Experientially, people are realizing that securitization policies mean giving up the expectation of any privacy rights in all securitized public spaces, ranging from crevasses of one's body, home, and mind. Nowadays, securitization includes the use of technologies of policing and surveillance to produce total submission to the status quo. For example, the framing of keeping the public safe from society's radical elements is used not only by the New York Police Department, but also by the Iranian police. The same framing justifies the use of pepper spray on students, mass arrests of occupiers throughout the world, and the total silence of the corporate media -- in Saudi Arabia, Iran, Bahrain, as well as the United States. Securitization also means militarization of all political differences against countries resisting the empire. For example, securitization of Iran's nuclear program turns into a call for war, but Israel's possession of nuclear weapons does not. Killing of civilians by Syrian government turns into a call for humanitarian war, but the killings of Yemeni, Kuwaiti, Bahraini, Egyptian, Palestinian, and Saud protesters do not. Securitization of life includes fighting terrorism by manufacturing terror and selling it as a political commodity called the war on terror. For example, while the use of suicide attacks for political purposes is called terrorism, the use of high-tech assassination attacks, otherwise known as drone attacks, has become the ideal tool in the war on terror. Meanwhile, drone attacks have terrorized millions of people, killed more civilians than terrorists, and destroyed any hope for political rather than military solutions to political conflicts. But for the empire, the war on terror is merely another war for manufacturing an idea and then selling it to the public. In this war, assassination attacks are now popular because the people never get a chance to see their brutality, illegality, infectivity, and callousness.
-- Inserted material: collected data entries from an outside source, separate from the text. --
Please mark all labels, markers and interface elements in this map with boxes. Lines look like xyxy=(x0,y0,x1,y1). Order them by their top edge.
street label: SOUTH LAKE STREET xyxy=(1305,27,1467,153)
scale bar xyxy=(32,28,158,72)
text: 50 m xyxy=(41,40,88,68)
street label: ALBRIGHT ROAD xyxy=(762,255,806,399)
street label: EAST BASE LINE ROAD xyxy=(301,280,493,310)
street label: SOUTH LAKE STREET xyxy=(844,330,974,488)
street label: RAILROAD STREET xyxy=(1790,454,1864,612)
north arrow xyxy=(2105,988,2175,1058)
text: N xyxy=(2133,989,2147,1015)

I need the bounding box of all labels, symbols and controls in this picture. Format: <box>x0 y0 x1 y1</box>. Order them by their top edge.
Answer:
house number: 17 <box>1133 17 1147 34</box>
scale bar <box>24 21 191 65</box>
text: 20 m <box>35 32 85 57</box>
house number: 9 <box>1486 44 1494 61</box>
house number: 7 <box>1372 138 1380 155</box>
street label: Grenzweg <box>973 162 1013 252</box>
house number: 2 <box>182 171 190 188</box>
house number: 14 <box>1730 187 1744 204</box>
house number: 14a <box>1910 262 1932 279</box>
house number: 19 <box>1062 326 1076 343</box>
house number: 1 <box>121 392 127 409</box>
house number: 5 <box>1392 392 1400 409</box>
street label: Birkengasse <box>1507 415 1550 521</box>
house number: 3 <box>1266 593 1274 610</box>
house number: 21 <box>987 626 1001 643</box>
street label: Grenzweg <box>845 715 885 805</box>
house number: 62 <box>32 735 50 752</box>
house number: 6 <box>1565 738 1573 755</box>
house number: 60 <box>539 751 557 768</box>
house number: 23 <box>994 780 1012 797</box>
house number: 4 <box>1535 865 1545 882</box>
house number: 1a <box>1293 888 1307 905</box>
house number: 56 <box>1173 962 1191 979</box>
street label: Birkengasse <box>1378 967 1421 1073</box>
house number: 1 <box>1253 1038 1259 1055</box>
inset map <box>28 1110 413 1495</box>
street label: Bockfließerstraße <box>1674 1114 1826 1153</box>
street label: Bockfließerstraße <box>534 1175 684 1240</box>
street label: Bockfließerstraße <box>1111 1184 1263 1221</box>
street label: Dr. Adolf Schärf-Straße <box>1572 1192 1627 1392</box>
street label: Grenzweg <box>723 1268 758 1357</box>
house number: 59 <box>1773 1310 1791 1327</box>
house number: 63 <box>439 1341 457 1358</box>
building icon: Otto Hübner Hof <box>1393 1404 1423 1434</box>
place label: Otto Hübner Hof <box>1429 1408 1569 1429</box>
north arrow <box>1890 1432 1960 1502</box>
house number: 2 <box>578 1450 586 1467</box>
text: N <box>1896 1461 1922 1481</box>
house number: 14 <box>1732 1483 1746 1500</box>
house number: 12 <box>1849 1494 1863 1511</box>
Meanwhile, militarized politics remains normal, and the debate about fighting terrorism focuses on the technologies of rendering terror -- low-tech suicide bombing versus high-tech drone attacks or bombing. Nonetheless, the euphemistic references to precision bombing hides the reality of the blood baths they create. But the empire's myth-making power is rapidly losing out to the experiential reality on the ground. As such, the empire's hegemony is declining, not because of less military might, but because of lower productive capacity for creating the image of securing and protection the people. Egyptians, Wall Street occupiers, and other oppressed people in the world no longer buy into the notion that military or police forces are protecting them. Global resisters are creating their own symbolic connections in response to imperial world system. That is why Osama Mahfouz, an Egyptian activist in Tahrir Square, first visited Wall Street protesters when she traveled to the United States. The links between the two local movements were there for everyone to see. Meanwhile, neither the colonized state of Egypt nor that of the United States has the power or the will to speak on behalf of either Occupy movement. It should therefore not be surprising that the resistance is becoming unified, because it is emerging from the belly of the same global and globalizing beast. In short, both the empire and the resistance to it are global in their scopes. While the empire is commercializing or securitizing all political spaces, protestors are demanding equalization of all political spaces.